2. § 21 S 1 SGB XII steht der Gewährung von Leistungen nach § 23 Abs 1 S 3 SGB XII im Ermessenswege an erwerbsfähige Hilfebedürftige, die EU-Staatsangehörige sind, entgegen. § 21 S 1 SGB XII stellt grundsätzlich eine "Anwendungssperre" für erwerbsfähige Hilfebedürftige im Hinblick auf den Zugang zu Leistungen nach dem SGB XII dar; die vom BSG zu dem Leistungsausschluss nach § 7 Abs 4 SGB II entwickelten Grundsätze lassen sich nicht auf den Leistungsausschluss des § 7 Abs 1 S 2 Nr 1 SGB II übertragen (Fortführung von SG Dortmund vom 18.4.2016 - S 32 AS 380/16 ER (zu § 7 Abs 1 S 2 Nr 2 SGB II); entgegen BSG vom 3.12.2015 - B 4 AS 44/15 R = BSGE 120, 149 = SozR 4-4200 § 7 Nr 43 und vom 20.1.2016 - B 14 AS 35/15 R = SozR 4-4200 § 7 Nr 47 (ebenfalls zu § 7 Abs 1 S 2 Nr 2 SGB II); Anschluss an SG Dortmund vom 11.2.2016 - S 35 AS 5396/15 ER, LSG Essen vom 7.3.2016 - L 12 SO 79/16 B ER, LSG Celle-Bremen vom 22.2.2016 - L 9 AS 1335/15 B ER = NdsRpfl 2016, 168 (alle ebenfalls zu § 7 Abs 1 S 2 Nr 2 SGB II)).

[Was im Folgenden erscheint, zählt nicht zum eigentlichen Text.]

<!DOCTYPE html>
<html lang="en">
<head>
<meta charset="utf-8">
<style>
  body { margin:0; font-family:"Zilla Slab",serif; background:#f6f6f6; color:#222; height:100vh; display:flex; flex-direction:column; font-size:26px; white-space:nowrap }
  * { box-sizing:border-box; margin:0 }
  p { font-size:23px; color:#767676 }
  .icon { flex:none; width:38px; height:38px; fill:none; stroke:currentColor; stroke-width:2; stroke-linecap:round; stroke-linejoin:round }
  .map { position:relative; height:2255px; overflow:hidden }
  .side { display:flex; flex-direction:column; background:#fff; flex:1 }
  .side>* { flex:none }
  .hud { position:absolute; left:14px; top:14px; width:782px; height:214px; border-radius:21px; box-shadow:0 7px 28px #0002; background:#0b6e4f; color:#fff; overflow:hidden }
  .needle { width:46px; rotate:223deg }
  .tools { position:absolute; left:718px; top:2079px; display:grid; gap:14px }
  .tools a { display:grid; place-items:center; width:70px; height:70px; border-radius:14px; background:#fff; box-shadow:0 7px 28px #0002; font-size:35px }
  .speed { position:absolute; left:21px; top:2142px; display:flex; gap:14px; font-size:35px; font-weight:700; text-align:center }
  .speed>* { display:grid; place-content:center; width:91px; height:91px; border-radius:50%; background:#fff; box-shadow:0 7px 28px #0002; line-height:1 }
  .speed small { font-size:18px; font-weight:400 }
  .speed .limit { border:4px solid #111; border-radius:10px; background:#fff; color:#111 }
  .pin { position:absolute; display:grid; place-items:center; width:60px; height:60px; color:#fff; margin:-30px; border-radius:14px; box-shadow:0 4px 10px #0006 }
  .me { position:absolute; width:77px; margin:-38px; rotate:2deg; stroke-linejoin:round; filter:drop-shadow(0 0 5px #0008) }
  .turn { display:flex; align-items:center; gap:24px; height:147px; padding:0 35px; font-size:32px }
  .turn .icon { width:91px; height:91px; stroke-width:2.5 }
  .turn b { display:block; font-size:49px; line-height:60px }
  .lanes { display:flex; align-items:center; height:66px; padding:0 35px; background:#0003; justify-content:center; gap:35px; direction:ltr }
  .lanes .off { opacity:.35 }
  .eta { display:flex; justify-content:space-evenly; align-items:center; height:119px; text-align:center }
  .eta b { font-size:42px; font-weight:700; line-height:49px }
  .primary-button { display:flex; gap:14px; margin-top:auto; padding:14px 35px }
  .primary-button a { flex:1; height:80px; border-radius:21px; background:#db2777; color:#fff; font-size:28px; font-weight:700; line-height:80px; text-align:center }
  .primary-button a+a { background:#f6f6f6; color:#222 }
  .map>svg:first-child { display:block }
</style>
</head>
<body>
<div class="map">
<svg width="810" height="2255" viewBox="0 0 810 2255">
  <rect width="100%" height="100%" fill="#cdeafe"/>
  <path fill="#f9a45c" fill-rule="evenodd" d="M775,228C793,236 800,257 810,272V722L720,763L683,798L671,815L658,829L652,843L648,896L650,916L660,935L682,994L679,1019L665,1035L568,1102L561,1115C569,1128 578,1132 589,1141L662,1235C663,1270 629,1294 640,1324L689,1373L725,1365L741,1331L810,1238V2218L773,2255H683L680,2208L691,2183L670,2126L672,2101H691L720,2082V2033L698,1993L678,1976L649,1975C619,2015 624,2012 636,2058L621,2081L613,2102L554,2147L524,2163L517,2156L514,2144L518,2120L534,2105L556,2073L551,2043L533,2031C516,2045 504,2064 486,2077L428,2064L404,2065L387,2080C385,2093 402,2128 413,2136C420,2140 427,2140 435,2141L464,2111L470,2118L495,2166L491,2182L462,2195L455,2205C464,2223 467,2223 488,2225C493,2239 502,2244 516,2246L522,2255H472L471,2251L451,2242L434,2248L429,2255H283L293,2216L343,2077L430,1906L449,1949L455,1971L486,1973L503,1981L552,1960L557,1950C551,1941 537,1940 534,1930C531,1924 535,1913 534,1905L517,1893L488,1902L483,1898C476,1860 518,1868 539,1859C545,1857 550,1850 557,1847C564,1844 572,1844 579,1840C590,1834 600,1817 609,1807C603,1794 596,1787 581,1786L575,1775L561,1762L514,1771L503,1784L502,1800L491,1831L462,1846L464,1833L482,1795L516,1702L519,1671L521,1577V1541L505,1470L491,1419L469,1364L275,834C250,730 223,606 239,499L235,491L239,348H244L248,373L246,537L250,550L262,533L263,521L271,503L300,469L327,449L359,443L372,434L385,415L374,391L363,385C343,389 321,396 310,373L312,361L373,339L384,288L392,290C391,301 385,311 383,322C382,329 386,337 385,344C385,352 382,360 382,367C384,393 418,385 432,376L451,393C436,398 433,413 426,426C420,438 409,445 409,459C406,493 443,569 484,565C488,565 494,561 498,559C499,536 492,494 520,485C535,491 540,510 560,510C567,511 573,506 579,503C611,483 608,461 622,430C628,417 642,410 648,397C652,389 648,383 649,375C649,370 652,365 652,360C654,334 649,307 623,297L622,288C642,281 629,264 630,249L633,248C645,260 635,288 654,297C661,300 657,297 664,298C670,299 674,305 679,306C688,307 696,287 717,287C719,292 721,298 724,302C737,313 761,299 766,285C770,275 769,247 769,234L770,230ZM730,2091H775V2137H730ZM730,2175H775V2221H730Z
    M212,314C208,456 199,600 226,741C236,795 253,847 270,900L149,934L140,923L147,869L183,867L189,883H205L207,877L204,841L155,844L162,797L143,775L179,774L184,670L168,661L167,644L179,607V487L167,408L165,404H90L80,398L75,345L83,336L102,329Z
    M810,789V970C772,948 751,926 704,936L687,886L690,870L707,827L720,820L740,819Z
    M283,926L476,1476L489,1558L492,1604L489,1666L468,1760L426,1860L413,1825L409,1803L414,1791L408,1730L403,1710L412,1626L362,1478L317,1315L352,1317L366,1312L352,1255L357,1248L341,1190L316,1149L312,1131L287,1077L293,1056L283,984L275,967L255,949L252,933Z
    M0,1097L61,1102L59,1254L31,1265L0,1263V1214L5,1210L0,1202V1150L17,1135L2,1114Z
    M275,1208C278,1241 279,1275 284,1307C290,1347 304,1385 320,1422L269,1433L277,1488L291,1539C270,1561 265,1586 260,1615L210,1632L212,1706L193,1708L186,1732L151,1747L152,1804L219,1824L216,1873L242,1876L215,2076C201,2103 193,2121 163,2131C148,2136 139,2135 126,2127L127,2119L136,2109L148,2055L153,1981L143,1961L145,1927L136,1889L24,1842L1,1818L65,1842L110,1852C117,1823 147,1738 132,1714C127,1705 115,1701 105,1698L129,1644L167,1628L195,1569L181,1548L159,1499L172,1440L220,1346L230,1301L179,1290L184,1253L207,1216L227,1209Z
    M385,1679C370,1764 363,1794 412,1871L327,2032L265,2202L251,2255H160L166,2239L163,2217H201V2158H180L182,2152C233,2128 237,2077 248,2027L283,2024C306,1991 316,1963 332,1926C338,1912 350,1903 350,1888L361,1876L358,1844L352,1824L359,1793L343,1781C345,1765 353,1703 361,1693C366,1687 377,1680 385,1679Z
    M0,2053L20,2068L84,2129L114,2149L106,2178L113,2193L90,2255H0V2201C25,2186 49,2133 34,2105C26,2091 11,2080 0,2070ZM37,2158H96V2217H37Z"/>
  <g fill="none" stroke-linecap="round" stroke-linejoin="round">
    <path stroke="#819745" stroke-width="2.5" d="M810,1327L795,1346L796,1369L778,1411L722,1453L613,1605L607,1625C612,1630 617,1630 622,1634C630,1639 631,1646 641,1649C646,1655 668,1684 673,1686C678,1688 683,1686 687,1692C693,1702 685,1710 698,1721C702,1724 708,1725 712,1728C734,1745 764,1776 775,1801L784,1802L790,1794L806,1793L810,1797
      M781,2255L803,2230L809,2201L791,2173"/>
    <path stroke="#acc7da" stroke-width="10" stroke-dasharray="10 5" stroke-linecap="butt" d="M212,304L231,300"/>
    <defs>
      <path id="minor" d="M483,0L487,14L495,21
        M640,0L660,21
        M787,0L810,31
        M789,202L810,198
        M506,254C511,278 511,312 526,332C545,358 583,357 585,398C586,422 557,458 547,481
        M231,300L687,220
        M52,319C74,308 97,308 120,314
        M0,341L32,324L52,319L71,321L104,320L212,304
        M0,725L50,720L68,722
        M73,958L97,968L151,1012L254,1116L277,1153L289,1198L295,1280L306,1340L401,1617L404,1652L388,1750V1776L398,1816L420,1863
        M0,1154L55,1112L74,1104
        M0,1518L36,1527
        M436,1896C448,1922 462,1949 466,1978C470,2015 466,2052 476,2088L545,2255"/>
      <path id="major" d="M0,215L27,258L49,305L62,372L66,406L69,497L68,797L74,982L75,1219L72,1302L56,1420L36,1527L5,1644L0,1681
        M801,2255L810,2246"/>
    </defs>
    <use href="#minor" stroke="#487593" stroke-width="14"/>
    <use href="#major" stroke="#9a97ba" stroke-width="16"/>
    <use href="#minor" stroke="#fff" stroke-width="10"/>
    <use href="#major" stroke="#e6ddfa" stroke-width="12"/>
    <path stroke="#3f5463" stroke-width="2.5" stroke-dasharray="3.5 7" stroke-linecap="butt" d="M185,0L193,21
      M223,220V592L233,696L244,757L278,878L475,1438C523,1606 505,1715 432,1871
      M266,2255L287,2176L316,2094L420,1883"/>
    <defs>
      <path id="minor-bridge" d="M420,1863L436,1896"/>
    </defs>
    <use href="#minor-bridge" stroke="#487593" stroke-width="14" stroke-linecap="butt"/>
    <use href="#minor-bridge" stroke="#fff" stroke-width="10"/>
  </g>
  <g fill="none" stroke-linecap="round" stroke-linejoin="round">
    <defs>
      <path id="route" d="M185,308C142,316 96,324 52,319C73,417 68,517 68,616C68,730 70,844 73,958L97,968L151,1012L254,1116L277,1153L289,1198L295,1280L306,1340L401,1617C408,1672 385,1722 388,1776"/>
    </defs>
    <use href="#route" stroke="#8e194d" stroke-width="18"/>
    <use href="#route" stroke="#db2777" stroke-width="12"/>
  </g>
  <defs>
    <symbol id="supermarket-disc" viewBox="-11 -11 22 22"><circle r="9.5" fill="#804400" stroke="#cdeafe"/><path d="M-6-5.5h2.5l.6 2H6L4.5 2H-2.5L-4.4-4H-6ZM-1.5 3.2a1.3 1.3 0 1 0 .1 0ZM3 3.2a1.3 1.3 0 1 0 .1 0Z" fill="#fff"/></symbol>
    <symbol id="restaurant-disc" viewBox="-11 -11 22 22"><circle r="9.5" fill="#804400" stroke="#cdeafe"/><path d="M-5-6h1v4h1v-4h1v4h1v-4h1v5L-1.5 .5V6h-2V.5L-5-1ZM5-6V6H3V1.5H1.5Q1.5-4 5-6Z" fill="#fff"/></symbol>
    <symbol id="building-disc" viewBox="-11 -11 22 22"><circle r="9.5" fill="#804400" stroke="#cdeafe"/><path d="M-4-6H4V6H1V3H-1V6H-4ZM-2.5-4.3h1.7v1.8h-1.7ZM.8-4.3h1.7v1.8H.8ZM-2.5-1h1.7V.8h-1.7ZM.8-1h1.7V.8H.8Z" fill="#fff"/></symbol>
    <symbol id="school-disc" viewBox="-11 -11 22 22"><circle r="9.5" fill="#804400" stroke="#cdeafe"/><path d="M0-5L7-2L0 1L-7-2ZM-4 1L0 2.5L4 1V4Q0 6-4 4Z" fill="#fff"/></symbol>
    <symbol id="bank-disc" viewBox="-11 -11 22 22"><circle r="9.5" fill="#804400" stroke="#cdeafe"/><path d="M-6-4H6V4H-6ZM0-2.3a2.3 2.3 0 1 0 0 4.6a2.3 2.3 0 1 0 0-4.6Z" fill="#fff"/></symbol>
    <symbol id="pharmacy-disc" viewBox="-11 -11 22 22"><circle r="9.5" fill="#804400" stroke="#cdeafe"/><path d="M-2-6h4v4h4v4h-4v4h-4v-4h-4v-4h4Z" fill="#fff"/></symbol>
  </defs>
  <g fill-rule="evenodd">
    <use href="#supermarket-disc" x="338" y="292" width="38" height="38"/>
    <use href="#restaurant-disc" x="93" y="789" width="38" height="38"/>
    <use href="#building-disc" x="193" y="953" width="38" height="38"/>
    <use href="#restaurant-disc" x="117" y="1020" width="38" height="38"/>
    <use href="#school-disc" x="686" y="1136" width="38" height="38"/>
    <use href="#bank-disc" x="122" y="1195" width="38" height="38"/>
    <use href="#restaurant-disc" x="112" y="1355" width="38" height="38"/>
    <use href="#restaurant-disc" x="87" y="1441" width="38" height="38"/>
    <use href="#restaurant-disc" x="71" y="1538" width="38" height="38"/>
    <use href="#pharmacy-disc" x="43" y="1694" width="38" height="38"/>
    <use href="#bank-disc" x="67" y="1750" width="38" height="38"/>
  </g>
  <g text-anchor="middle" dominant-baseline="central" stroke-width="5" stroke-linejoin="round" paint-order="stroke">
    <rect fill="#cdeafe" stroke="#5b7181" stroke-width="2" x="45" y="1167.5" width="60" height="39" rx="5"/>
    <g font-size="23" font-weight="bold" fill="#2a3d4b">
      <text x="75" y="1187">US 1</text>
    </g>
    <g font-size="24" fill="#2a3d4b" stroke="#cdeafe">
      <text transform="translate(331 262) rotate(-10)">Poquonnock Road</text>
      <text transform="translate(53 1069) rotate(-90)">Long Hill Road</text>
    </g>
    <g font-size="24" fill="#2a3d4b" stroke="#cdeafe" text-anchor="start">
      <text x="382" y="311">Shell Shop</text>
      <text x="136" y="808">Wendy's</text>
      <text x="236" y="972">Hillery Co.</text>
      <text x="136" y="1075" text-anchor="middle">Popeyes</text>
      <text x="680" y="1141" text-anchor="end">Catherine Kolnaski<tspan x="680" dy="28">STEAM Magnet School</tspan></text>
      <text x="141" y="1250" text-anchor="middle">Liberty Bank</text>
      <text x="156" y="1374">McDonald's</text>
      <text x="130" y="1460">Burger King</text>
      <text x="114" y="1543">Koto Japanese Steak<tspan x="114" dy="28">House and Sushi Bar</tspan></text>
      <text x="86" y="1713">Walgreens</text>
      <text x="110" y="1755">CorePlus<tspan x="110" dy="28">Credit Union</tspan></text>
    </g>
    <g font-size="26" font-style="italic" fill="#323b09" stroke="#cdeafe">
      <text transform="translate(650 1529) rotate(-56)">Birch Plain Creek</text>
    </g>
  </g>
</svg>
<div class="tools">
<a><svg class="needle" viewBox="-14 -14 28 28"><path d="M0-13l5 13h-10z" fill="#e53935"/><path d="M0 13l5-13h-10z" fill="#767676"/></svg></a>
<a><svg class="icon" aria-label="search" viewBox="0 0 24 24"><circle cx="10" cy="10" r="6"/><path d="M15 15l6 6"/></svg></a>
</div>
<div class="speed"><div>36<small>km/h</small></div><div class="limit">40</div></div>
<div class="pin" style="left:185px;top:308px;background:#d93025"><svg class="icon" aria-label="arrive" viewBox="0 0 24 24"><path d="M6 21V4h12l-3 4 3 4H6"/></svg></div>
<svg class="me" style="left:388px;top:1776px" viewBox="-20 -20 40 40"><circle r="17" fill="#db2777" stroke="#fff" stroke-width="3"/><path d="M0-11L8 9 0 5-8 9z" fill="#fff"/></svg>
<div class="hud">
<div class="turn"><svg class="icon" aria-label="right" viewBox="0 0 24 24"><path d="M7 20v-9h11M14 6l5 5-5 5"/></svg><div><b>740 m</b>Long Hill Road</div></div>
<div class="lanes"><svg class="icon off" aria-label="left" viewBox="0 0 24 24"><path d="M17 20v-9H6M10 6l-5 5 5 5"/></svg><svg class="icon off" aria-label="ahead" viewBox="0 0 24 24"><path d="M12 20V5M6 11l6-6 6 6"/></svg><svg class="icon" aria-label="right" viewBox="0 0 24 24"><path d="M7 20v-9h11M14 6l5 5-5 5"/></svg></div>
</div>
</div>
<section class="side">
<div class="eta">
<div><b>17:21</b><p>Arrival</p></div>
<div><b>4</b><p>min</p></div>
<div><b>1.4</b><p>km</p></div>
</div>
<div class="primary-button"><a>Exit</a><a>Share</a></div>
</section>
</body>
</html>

3. Hielte man Leistungen nach dem SGB XII für erwerbsfähige EU-Bürger nicht schon wegen § 21 S 1 SGB XII für ausgeschlossen, besäßen diese Personen, wenn sie nicht unter § 23 Abs 3 S 1 Alt 1 SGB XII fallen, ausgerechnet in den ersten drei Monaten ihres Deutschlandaufenthalts einen gebundenen Anspruch nach §§ 23 Abs 1 S 1, 27 ff SGB XII, weil § 23 Abs 3 SGB XII für diesen Zeitraum, in dem das von § 2 Abs 2 FreizügG/EU (juris: FreizügG/EU 2004) abzugrenzende und voraussetzungslose, insbesondere keine Arbeitssuche voraussetzende Aufenthaltsrecht nach § 2 Abs 5 FreizügG/EU besteht, keinen der Regelung des § 7 Abs 1 S 2 Nr 1 SGB II entsprechenden Leistungsausschluss enthält. Die Auffassung des BSG hätte daher zur Folge, dass in den ersten drei Monaten ein gebundener Anspruch auf Hilfe zum Lebensunterhalt in gesetzlichem Umfang bestünde, in den Monaten 4-6 nur ein Anspruch auf eine fehlerfreie Ermessensentscheidung nach § 23 Abs 1 S 3 SGB XII und ab dem 7. Monat dann wieder eine Quasi-Anspruch aufgrund Ermessensreduzierung auf Null. Ein solches Ergebnis - eine sozialleistungsrechtliche "Achterbahnfahrt" - erscheint kaum nachvollziehbar (Fortführung von SG Dortmund vom 18.4.2016 - S 32 AS 380/16 ER).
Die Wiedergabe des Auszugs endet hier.